[Saved data entries]

□ □ □ □

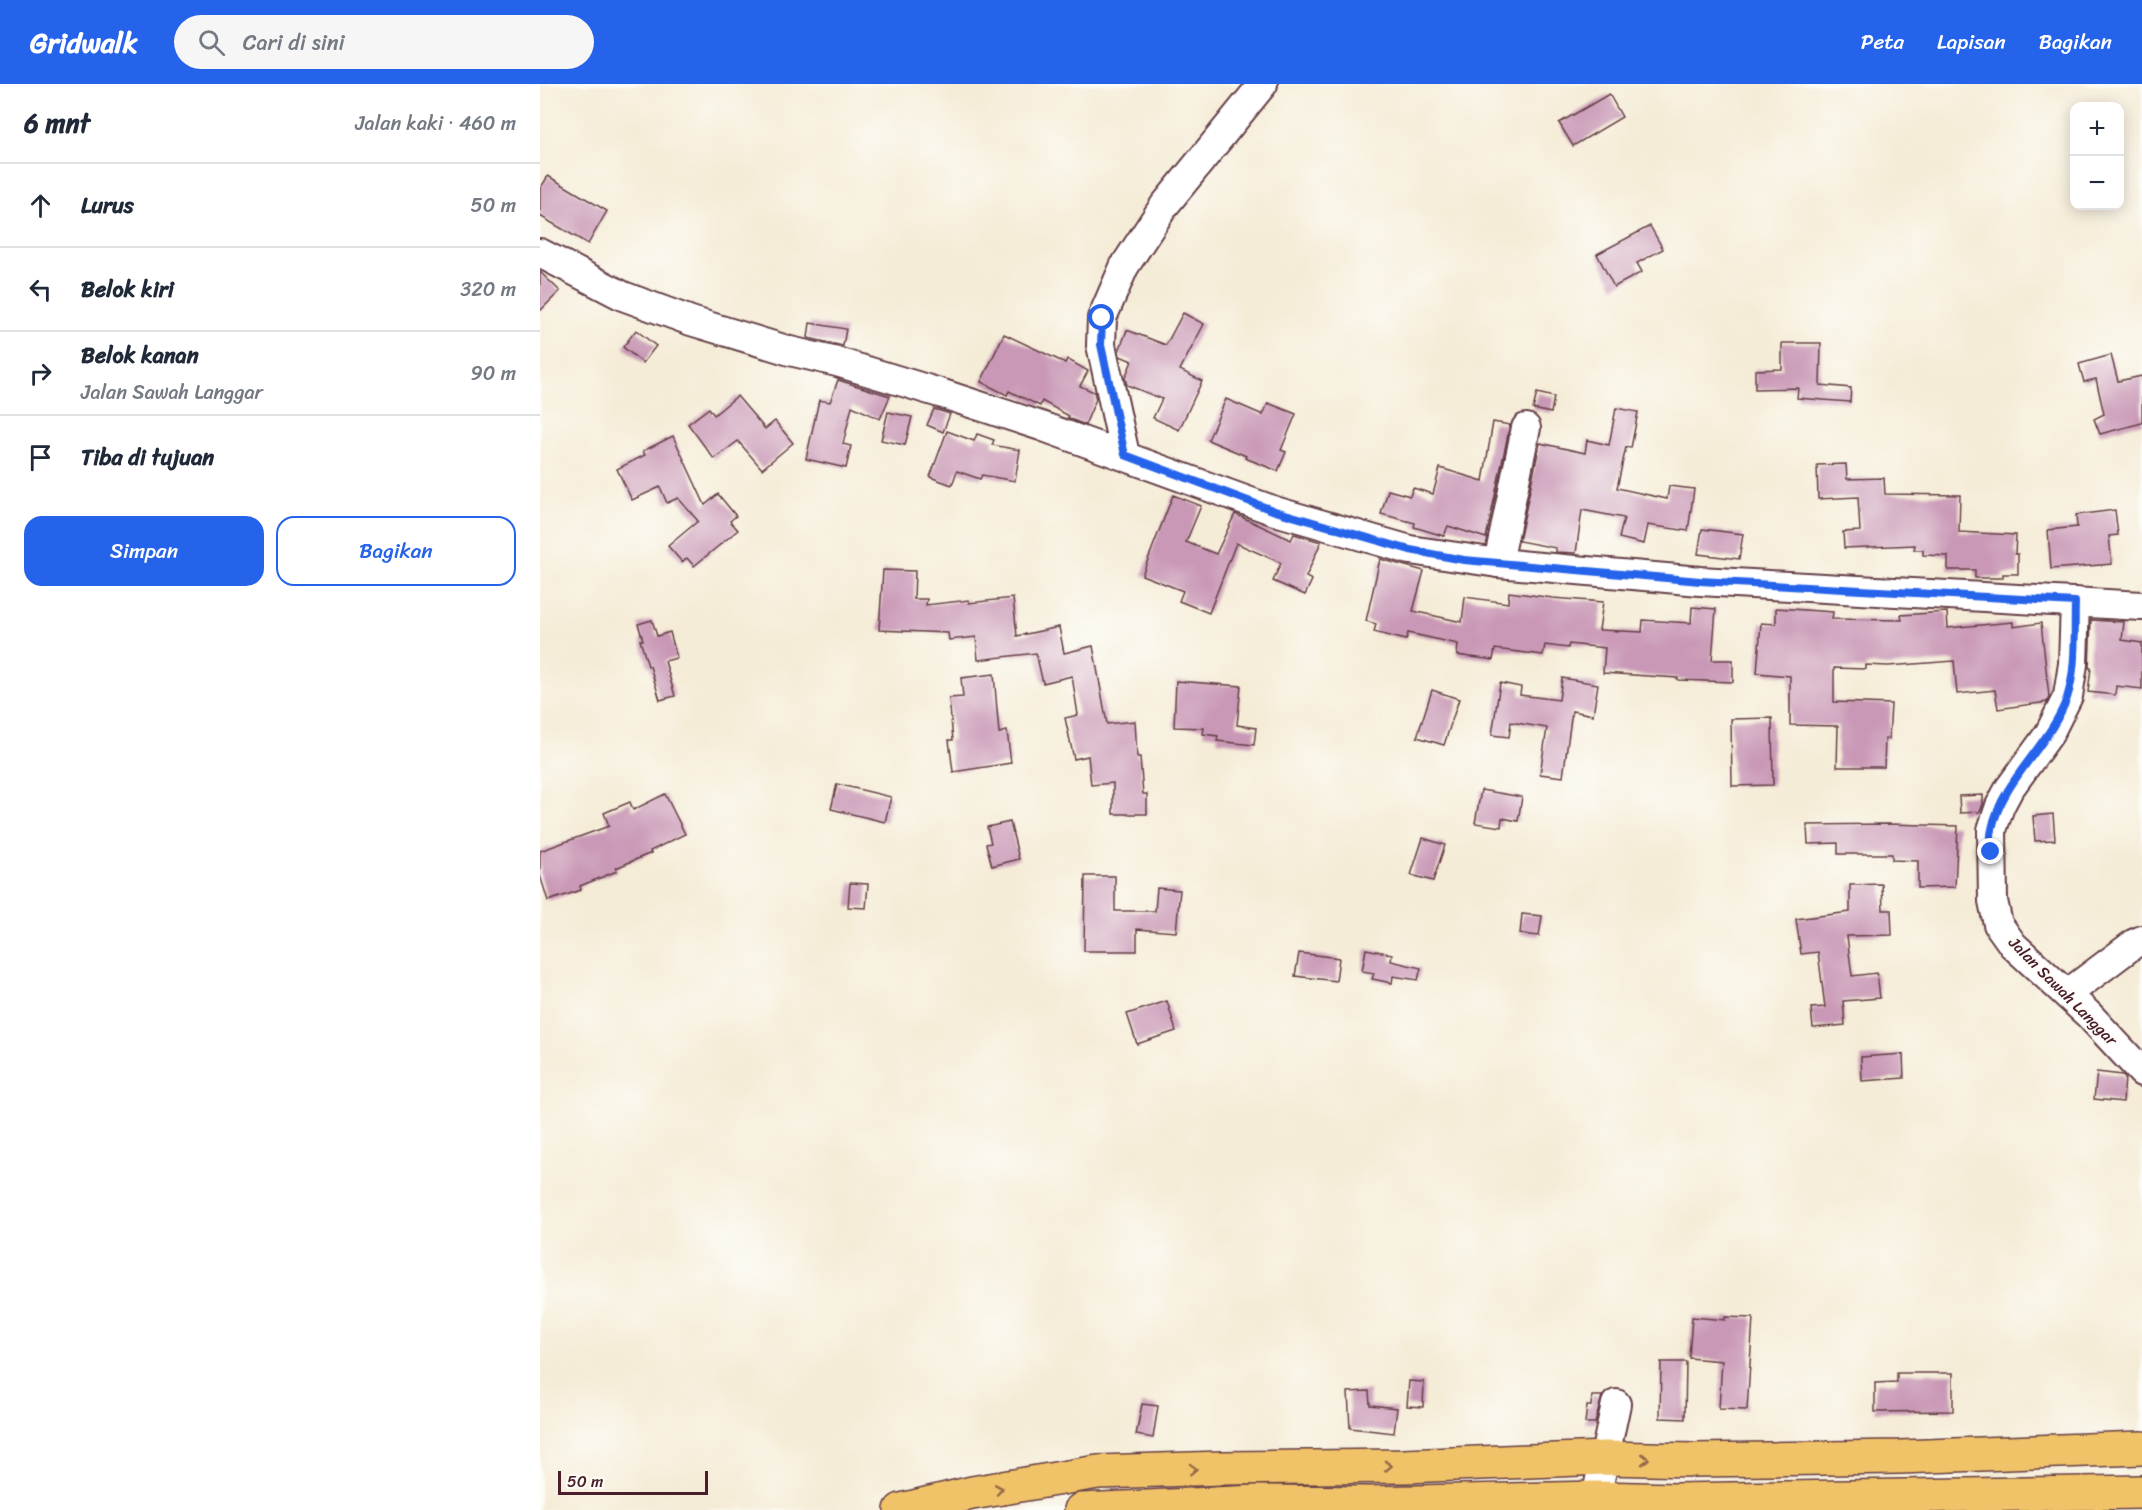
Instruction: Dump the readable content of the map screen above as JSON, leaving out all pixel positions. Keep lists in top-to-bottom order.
{
  "streets": {
    "street": ["Jalan Sawah Langgar"]
  },
  "scale_bar": "50 m",
  "page": {
    "header": "Gridwalk",
    "search": "Cari di sini",
    "nav": ["Peta", "Lapisan", "Bagikan"],
    "heading": ["6 mnt", "Jalan kaki · 460 m"],
    "map_buttons": ["+", "−"],
    "list": [
      ["Lurus", "50 m"],
      ["Belok kiri", "320 m"],
      ["Belok kanan", "Jalan Sawah Langgar", "90 m"],
      "Tiba di tujuan"
    ],
    "buttons": ["Simpan", "Bagikan"],
    "scale": "50 m"
  }
}
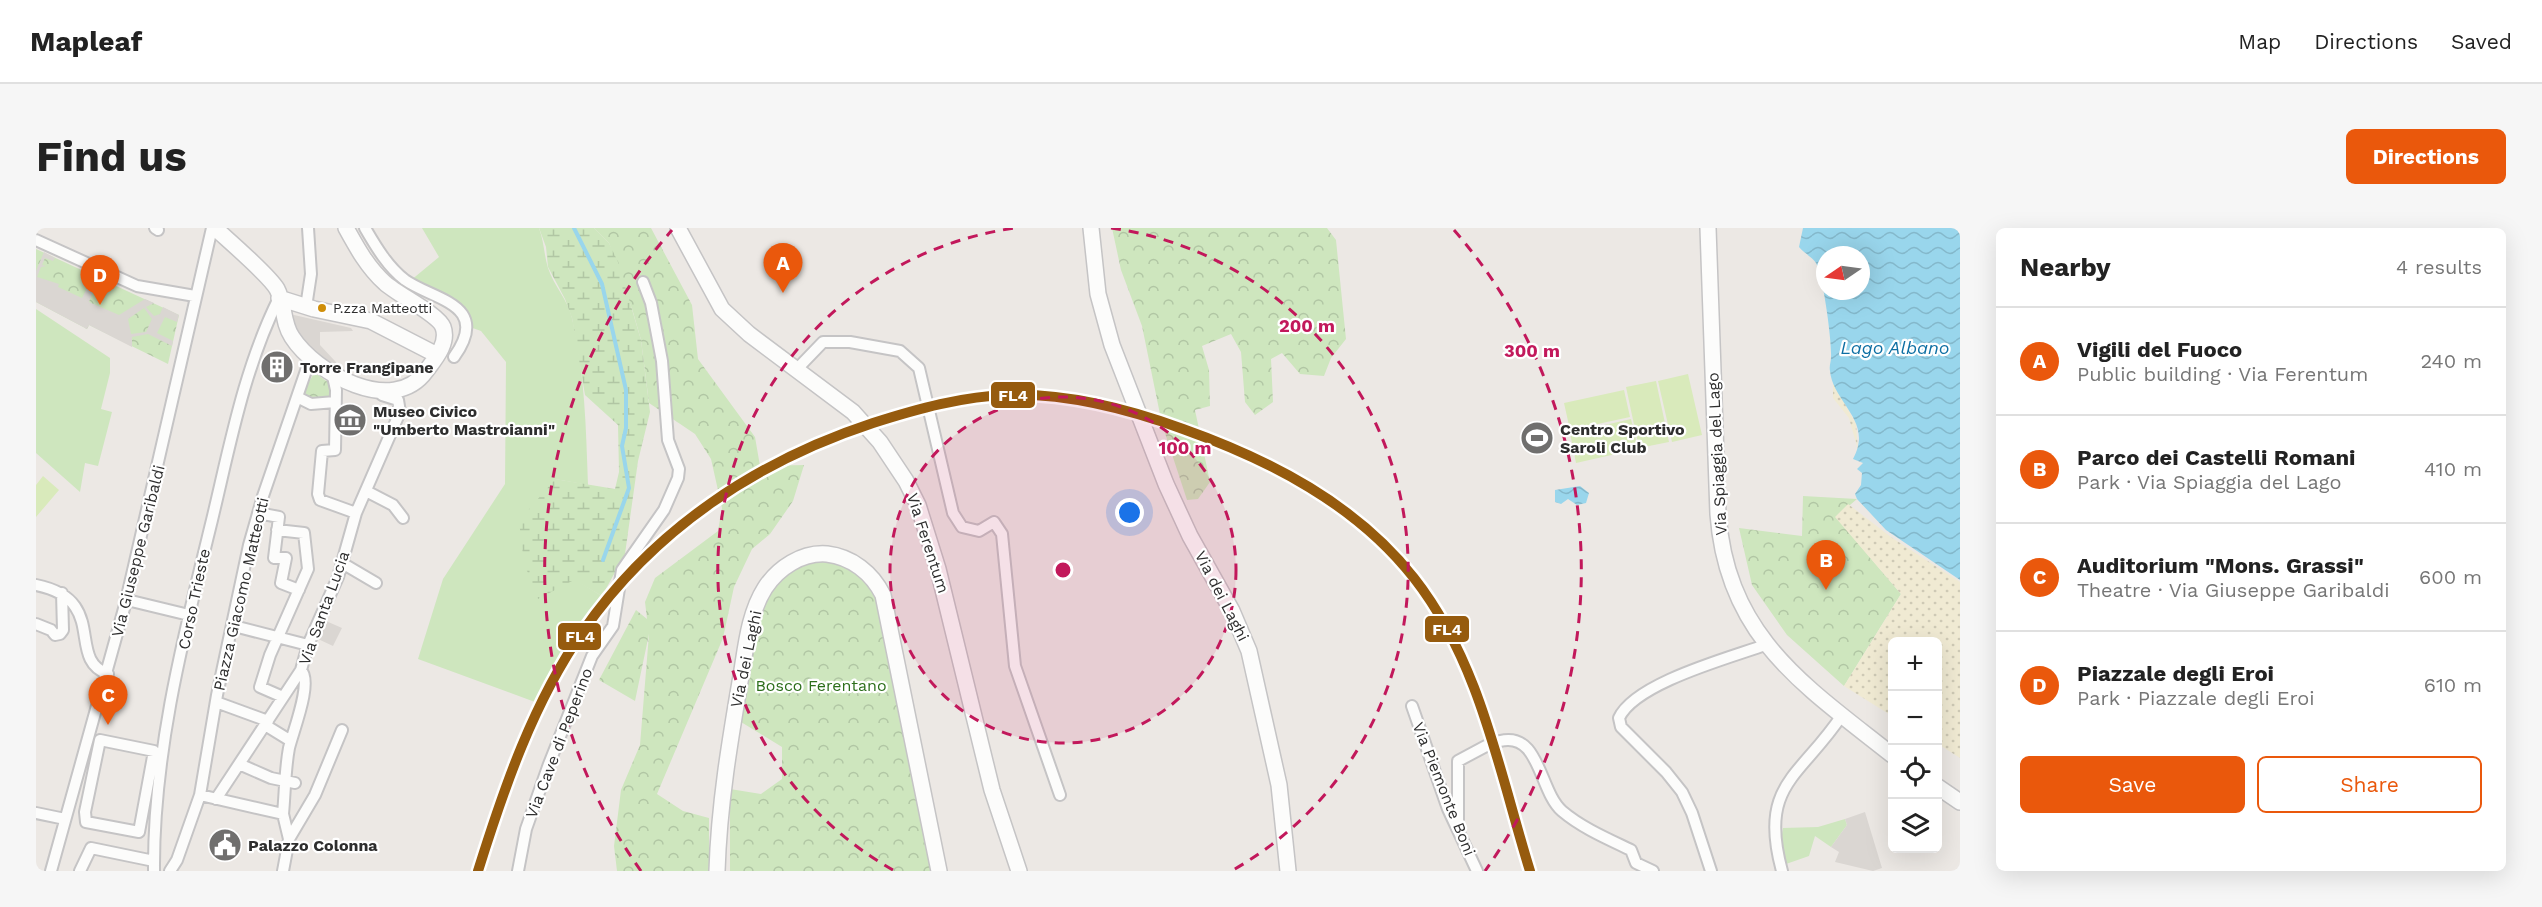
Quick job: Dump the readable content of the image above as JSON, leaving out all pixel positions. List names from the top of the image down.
{
  "streets": {
    "main road": ["Via Spiaggia del Lago", "Via Ferentum", "Via dei Laghi"],
    "street": [
      "Via Giuseppe Garibaldi",
      "Piazza Giacomo Matteotti",
      "Corso Trieste",
      "Via Santa Lucia",
      "Via Cave di Peperino",
      "Via Piemonte Boni"
    ]
  },
  "water": ["Lago Albano"],
  "parks": ["Bosco Ferentano"],
  "places": {
    "other": ["P.zza Matteotti"],
    "building": ["Torre Frangipane"],
    "museum": ["Museo Civico \"Umberto Mastroianni\""],
    "sports": ["Centro Sportivo Saroli Club"],
    "public building": ["Palazzo Colonna"]
  },
  "lines": ["transit line FL4"],
  "north": "left",
  "page": {
    "header": "Mapleaf",
    "nav": ["Map", "Directions", "Saved"],
    "buttons": [
      "Directions",
      ["Save", "Share"]
    ],
    "title": "Find us",
    "heading": ["Nearby", "4 results"],
    "pins": [
      "A",
      "D",
      "B",
      "C"
    ],
    "list": [
      {
        "mark": "A",
        "name": "Vigili del Fuoco",
        "note": "Public building · Via Ferentum",
        "value": "240 m"
      },
      {
        "mark": "B",
        "name": "Parco dei Castelli Romani",
        "note": "Park · Via Spiaggia del Lago",
        "value": "410 m"
      },
      {
        "mark": "C",
        "name": "Auditorium \"Mons. Grassi\"",
        "note": "Theatre · Via Giuseppe Garibaldi",
        "value": "600 m"
      },
      {
        "mark": "D",
        "name": "Piazzale degli Eroi",
        "note": "Park · Piazzale degli Eroi",
        "value": "610 m"
      }
    ],
    "map_buttons": ["+", "−"]
  },
  "rings": ["200 m", "300 m", "100 m"]
}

□ □ □ □

Please give only the number of lines above that contain the word "Giuseppe".

(ANSWER): 2